A greve dos professores da rede municipal de São Paulo entrou no 16º dia nesta quarta-feira (13/05), sem acordo entre os sindicatos da educação e a Prefeitura.
Em meio à paralisação, entidades da categoria rejeitaram o reajuste de 3,51% proposto pela gestão Ricardo Nunes e apresentaram uma contraproposta com recomposição inflacionária de 4,16% e aumento real de 10%.
Nesta quarta-feira (13/05), professores realizam manifestação e assembleia em frente à Prefeitura de São Paulo, às 14h, para discutir os próximos passos da paralisação.
Os profissionais são contra o Projeto de Lei nº 354/2026, encaminhado pela Prefeitura à Câmara Municipal.
O texto prevê reajuste dividido em duas parcelas: 2% em maio de 2026 e 1,48% em maio de 2027.
Melhores condições de trabalho
Durante audiência pública realizada na Câmara Municipal nesta terça-feira (12/05), a Coordenação das Entidades Sindicais (Coeduc), formada por SINPEEM, SEDIN e SINESP, afirmou que a campanha salarial também envolve demandas relacionadas às condições de trabalho na rede municipal.
Segundo as entidades, a categoria rejeita trechos do projeto relacionados à Jornada Especial Integral de Formação (Jeif) para professores readaptados e à possibilidade de transformação do cargo de professor de educação infantil em professor de educação infantil e ensino fundamental I.
Como contraproposta, os sindicatos apresentaram um substitutivo ao PL 354/2026. O documento prevê recomposição inflacionária de 4,16% e aumento real de 10% para os profissionais da educação municipal.

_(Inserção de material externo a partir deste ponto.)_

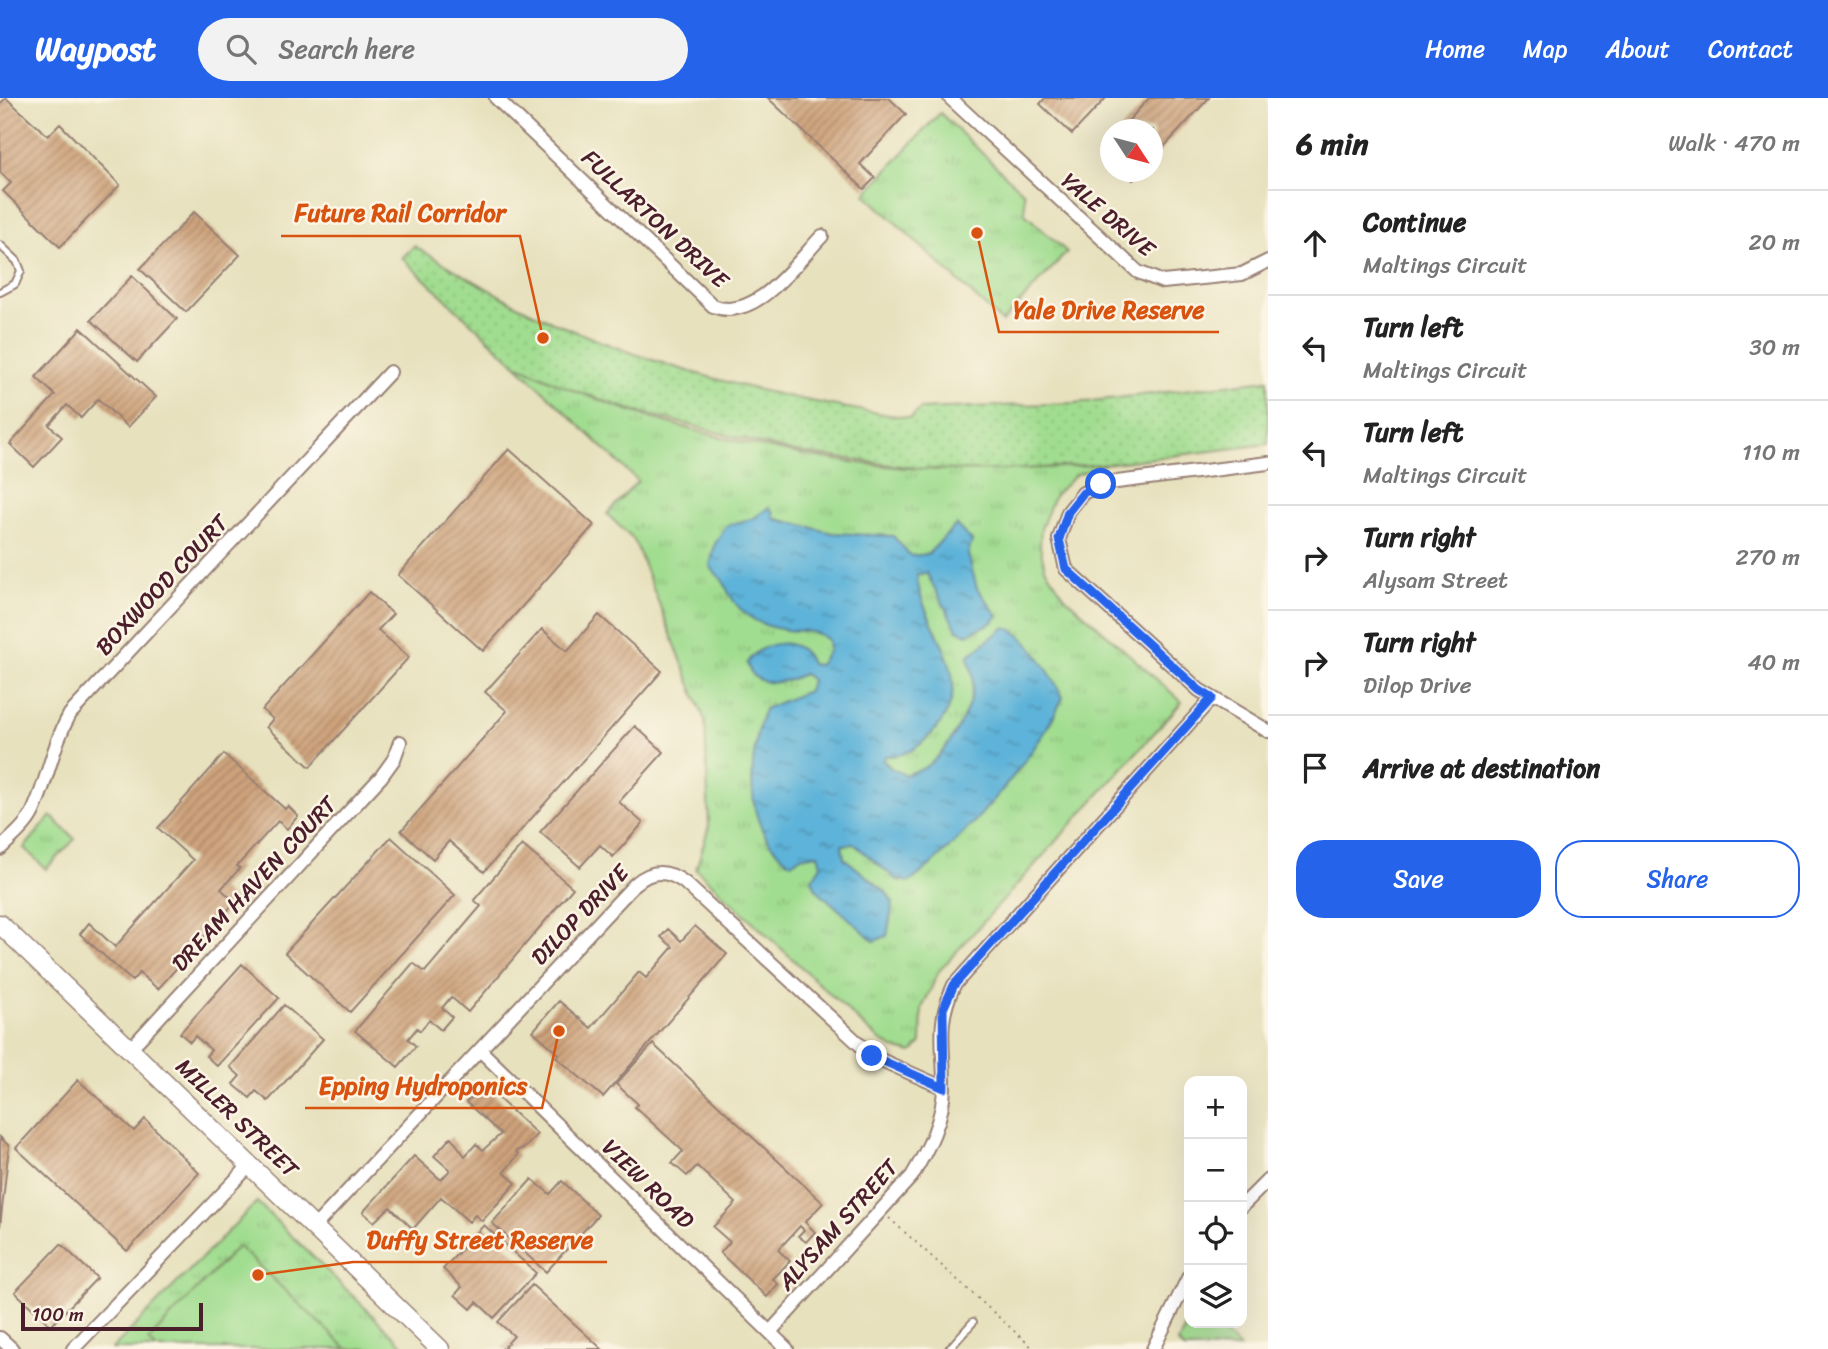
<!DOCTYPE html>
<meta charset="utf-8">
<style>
body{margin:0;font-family:Sriracha,sans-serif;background:#f2f2f2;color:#222}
.controls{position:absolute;right:21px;bottom:21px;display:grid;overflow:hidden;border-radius:14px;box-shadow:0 7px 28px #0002}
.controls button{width:63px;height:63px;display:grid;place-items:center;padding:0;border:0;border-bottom:2px solid #e0e0e0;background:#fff;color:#222;font:35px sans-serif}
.compass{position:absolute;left:1100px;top:21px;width:63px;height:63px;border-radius:50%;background:#fff;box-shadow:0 7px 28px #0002;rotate:126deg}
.scale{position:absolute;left:21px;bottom:18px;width:182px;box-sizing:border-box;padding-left:7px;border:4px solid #4a1f2b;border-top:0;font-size:19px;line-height:24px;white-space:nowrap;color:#4a1f2b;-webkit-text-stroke:5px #fcf5e5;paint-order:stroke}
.stop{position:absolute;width:21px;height:21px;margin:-16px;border:5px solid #2563eb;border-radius:50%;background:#fff}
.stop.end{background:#2563eb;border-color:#fff;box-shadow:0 2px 7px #0008}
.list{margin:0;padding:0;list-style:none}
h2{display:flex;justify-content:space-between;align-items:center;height:91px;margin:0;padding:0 28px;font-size:30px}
h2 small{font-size:23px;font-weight:400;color:#767676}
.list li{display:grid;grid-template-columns:46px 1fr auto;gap:21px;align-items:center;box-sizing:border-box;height:105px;padding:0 28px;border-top:2px solid #e0e0e0}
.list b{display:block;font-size:26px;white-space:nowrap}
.list p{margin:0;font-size:23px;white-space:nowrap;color:#767676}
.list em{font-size:23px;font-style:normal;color:#767676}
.actions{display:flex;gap:14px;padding:21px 28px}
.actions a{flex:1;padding:16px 0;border:2px solid #2563eb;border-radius:28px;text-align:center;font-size:24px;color:#2563eb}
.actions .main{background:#2563eb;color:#fff}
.icon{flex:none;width:38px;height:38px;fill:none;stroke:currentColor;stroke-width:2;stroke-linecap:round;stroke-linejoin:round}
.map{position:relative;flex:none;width:1268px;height:1251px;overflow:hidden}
header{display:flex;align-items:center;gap:42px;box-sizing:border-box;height:98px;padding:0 35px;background:#2563eb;color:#fff}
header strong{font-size:33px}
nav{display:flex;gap:38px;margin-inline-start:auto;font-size:24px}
.search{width:490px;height:63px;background:#f2f2f2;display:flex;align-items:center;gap:18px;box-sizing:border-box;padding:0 24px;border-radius:38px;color:#767676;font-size:26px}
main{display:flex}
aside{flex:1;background:#fff}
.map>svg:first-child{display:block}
.grass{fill:url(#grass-dots);stroke:#767e5e;stroke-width:2}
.park{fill:url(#park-tufts);stroke:#767e5e;stroke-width:2}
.pitch{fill:#a1dd90;stroke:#767e5e;stroke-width:2}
.water{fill:url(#water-ripples);stroke:#546982;stroke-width:2}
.building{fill:url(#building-hatch)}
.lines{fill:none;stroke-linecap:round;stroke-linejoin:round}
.lane-casing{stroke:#988074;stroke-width:10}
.street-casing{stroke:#988074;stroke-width:16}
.secondary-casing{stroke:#988074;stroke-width:21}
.path{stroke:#988074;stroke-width:2;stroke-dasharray:2 5;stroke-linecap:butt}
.lane{stroke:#fff;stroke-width:6}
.street{stroke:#fff;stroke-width:12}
.secondary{stroke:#fff;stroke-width:18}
.route{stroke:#2563eb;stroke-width:9}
.labels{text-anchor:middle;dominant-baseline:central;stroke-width:5;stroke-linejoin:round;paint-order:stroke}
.street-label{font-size:23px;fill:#4a1f2b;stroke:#fcf5e5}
.leader{fill:none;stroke:#d8530f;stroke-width:2.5}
.callout-dot{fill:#d8530f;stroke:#fcf5e5;stroke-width:2.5}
.callout-label{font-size:24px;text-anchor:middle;font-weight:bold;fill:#d8530f;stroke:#fcf5e5;stroke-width:5;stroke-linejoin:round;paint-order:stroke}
</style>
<header>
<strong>Waypost</strong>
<div class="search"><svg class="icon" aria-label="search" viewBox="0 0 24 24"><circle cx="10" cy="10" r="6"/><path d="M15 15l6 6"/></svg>Search here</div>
<nav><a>Home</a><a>Map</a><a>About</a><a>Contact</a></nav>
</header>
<main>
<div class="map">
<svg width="1268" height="1251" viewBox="0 0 1268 1251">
<defs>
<pattern id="grass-dots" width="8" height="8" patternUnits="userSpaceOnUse" patternTransform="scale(1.75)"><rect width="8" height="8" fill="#a1dd90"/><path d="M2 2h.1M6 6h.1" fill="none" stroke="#8cbd7c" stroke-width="1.8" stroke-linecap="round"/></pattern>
<pattern id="park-tufts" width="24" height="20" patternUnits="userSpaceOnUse" patternTransform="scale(1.75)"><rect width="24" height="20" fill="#a1dd90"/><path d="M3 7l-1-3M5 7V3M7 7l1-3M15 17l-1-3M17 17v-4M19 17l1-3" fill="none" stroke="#8cbd7c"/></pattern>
<pattern id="water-ripples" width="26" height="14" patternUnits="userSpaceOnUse" patternTransform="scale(1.75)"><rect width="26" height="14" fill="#5db3d9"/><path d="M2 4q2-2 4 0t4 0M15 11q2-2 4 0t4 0" fill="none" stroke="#4f91b0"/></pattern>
<pattern id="building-hatch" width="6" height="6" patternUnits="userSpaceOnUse" patternTransform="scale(1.75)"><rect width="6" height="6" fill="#cea37c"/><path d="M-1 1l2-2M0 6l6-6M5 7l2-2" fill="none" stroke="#a98466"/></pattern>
</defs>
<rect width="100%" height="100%" fill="#fcf5e5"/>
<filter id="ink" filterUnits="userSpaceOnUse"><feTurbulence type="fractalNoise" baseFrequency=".0143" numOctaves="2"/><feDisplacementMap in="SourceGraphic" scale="14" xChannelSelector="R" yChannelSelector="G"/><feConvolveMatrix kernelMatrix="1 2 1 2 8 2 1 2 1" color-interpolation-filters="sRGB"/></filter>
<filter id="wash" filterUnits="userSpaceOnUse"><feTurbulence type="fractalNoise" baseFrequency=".00686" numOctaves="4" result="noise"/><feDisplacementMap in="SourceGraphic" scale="28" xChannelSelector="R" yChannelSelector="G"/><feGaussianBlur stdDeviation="1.57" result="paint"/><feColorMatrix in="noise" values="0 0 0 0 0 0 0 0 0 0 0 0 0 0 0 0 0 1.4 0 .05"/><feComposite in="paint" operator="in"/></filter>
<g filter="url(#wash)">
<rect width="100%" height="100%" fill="#e7e1be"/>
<path class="grass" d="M414,148c43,24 85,52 130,72 118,53 240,82 367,100l9,-9 155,-6 193,-23v64l-163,20 -112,7 -71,-2 -133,-18 -161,-42 -56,-19 -57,-26 -113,-106z"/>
<path class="park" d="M940,15l84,80 1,21 42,38 -65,70 -137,-128z
M515,266c19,8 38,18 58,26 106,42 237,73 351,79 61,4 121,-1 181,-5l-30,11 -21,21 -13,33 -1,17 5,22 20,29 117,105 -243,269 -17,37 -1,35 -9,10 -19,-5 -16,-10 -181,-169 13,-43 -4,-105 -71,-181 -27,-26 31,-33z
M51,718l24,23 -29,30 -22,-21z
M257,1104l150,147h-295z
M1189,1219v6h23l28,25 -56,1 -6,-6z"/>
<path class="pitch" d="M238,1148l109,103h-190l-9,-8z"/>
<path class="water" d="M769,409l5,6 -1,5 60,15 60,3 18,20 17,-2 28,-29 16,16 -4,13 9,34 21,28 -6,7 -25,11 -10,-4 -30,-56h-10c2,55 70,102 14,160 -14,15 -25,22 -46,22l-2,4 9,9 13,6c7,-3 15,-4 20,-8 23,-14 50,-62 48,-90 0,-7 -4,-14 -5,-21l37,-29c23,6 47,49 58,70 -27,62 -100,143 -153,185l-13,-2 -43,-36 -12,1 2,13 42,34 7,11 -6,33 -13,5 -58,-52 -4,-10 9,-14 -3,-11 -18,3 -9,6c-51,-34 -42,-103 -27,-154l44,-18 3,-11 -7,-6c-20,9 -49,17 -57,-11 14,-23 54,-29 64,1l8,1 10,-15 -1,-10c-13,-11 -25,-8 -42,-10 -31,-4 -51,-19 -62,-47 -3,-6 -10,-10 -14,-17l5,-22 12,-19 27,-7z"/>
<g id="blocks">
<path class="building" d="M6,0l42,38 12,-12 60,61 -60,62 -57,-56 8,-8 -11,-11v-68z
M768,0h121l17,16 -46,50 15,14 -11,11z
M1045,0h61l-34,36 -32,-30z
M1149,0h60l-56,61v-29h-33z
M1111,41v19l-10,-9z
M1125,74h16l-8,8z
M194,114l46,43 -54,57 -46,-43z
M132,178l45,43 -40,43 -46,-42z
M81,230l75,69 -28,30 -30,-28 -17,19 -14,-13 -18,20 13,12 -28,30 -24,-23 45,-49 -19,-18z
M509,351l85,76 -111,126 -85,-76z
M369,494l24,22 -15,16 31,27 -99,110 -44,-40 7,-8 -11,-9z
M599,517l63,56 -178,201 -35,-31 -16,18 -32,-28 106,-120 -22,-19 57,-63 25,22z
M635,628l29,26 -45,50 24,21 -30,34 -13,-12 -20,22 -40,-35z
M224,656l61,55 3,-3 10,10 -11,13 -9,-8 -41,45 3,2 -19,21 14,13 -77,87 -19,-16 -7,8 -52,-47 9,-11 26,24 78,-87 -35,-32z
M391,739l64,58 -105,117 -65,-59z
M522,747l51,43 -105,124 -17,-15 -9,11 10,9 -11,13 -12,-10 -9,11 -3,-3 -9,11 8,7 -18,21 -43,-36 58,-68 12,9 56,-66 -7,-6z
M695,828l32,28 -124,143 -47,-40 3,-3 -26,-23 26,-30 32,27 48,-56 7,6 27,-31 -12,-10 7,-8 13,12z
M242,866l37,34 -62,68 -11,-10 5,-6 -16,-14 -5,6 -10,-9z
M284,907l39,34 -55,62 -12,-10 -6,7 -17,-14 7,-8 -10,-9z
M653,946l170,159 -18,19 10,10 -9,10 -8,-6 6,-6 -4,-4 -22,24 12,11 -17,18 5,5 -11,13 -47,-44 10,-11 -17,-15 23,-24 -39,-37 -10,10 -15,-13 11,-12 -48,-44 3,-3 -22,-20z
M78,982l56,51 11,-12 54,54 -72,78 -111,-103z
M486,989l51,47 -11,13 -10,4 2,4 -14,17 12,11 -34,38 -7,-6 -6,7 -28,-25 -28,32 -23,-22 -16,15 -11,-10 51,-56 27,24 9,-10 -16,-14 17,-19 14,19 11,-12 7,6 18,-16 -35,-32z
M0,1039l9,9 -9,81z
M532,1081l18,15 12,-13 36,34 -52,57 -54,-49z
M484,1127l52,48 -42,45 -17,-16 -6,7 -16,-14 7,-8 -19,-18z
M61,1146l36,34 -46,48 -36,-34z
M532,1187l70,64h-100l12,-13 -16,-14z"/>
</g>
</g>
<g filter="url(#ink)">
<use href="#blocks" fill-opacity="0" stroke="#988074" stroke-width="2"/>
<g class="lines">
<g class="lane-casing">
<path id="lane" d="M0,147l17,16 4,10 -6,13 -15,8
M949,1251l24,-27"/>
</g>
<g class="street-casing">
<path id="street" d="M496,0l217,208c42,17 82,-42 109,-70
M950,0l188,174 25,10 79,-8 26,-13
M1268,365l-167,21 -18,9 -15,19 -9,27 7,30 133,121 69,41
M0,751c13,-13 29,-25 35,-42 14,-32 18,-63 35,-93l320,-342
M130,951l251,-272 13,-18 6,-17
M480,952l307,299
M1242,1108l26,-26
M315,1128l320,-342c17,-15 33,-14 50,-1l187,173 72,32
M770,1234l142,-156c16,-27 32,-57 32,-91 0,-40 -8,-62 10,-100l258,-287
M0,1240l12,11
M73,1251l177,-184
M1153,1251l36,-73"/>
</g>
<g class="secondary-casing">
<path id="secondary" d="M0,826l440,425"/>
</g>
<path class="path" d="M889,1120l145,131"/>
<use href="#lane" class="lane"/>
<use href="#street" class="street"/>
<use href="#secondary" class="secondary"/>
</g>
</g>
<g class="lines" filter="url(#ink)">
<path class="route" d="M872,958l72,32 -1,-79 11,-24 258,-287 -13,-8 -133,-121 -7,-30 9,-27 15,-19 18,-9"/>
</g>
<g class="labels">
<g class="street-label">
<text transform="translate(1108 117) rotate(41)">YALE DRIVE</text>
<text transform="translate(655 121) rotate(43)">FULLARTON DRIVE</text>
<text transform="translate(162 487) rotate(-47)">BOXWOOD COURT</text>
<text transform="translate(254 786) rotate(-47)">DREAM HAVEN COURT</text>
<text transform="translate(580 817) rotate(-46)">DILOP DRIVE</text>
<text transform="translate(237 1020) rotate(44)">MILLER STREET</text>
<text transform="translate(648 1086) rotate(44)">VIEW ROAD</text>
<text transform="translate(838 1127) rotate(-48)">ALYSAM STREET</text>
</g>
</g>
<path class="leader" d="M543 240L520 138H281M977 135L999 234H1219M559 933L542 1010H305M258 1177L353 1164H607"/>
<g class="callout-dot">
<circle cx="543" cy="240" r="7"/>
<circle cx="977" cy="135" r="7"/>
<circle cx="559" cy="933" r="7"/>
<circle cx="258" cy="1177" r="7"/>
</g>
<g class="callout-label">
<text x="400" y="123">Future Rail Corridor</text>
<text x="1109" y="220">Yale Drive Reserve</text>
<text x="423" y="996">Epping Hydroponics</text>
<text x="480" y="1150">Duffy Street Reserve</text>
</g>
</svg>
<div class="controls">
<button>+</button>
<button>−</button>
<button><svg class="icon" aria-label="locate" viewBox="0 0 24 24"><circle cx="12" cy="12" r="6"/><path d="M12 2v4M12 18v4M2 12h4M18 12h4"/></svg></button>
<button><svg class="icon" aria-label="layers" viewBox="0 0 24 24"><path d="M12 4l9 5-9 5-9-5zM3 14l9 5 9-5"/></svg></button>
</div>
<svg class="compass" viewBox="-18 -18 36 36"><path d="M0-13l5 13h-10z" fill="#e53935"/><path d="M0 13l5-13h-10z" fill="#767676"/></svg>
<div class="scale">100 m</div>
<div class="stop" style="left:1101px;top:386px"></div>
<div class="stop end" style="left:872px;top:958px"></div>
</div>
<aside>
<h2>6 min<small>Walk · 470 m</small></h2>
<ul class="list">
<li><svg class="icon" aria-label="ahead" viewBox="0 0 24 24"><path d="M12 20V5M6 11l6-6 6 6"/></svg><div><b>Continue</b><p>Maltings Circuit</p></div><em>20 m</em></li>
<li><svg class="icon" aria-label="left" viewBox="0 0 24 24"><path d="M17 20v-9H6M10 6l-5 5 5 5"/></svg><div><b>Turn left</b><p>Maltings Circuit</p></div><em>30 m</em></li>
<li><svg class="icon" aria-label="left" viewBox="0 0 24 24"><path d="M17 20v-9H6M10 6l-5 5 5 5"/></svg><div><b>Turn left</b><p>Maltings Circuit</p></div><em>110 m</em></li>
<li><svg class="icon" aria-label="right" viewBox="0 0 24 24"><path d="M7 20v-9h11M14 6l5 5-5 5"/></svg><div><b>Turn right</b><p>Alysam Street</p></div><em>270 m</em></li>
<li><svg class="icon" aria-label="right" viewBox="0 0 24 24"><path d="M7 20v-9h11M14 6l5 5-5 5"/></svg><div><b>Turn right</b><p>Dilop Drive</p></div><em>40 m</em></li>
<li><svg class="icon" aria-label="arrive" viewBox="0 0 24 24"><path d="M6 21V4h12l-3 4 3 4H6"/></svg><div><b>Arrive at destination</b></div></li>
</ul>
<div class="actions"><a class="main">Save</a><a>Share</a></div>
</aside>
</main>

A proposta também inclui medidas relacionadas à saúde ocupacional, realização de concursos públicos, recomposição de módulos de funcionários, ampliação da educação inclusiva e melhorias na infraestrutura das escolas.
Entre os pontos apresentados pelas entidades estão a criação de programas de atendimento psicológico aos profissionais da educação, cronograma para concursos públicos, políticas de valorização profissional e planos para manutenção das unidades escolares.
O que diz a prefeitura
Em nota, a Prefeitura de São Paulo afirmou que a proposta apresentada prevê reajuste de 3,51% para os servidores municipais, com base no IPC-Fipe acumulado.
Segundo a administração municipal, a medida representa impacto superior a R$ 1 bilhão por ano na folha de pagamento.
A gestão municipal informou ainda que parte dos profissionais da educação terá reajuste de 5,4% no piso inicial.
De acordo com a Prefeitura, um professor em início de carreira com jornada de 40 horas semanais passará a receber R$ 5.831,88.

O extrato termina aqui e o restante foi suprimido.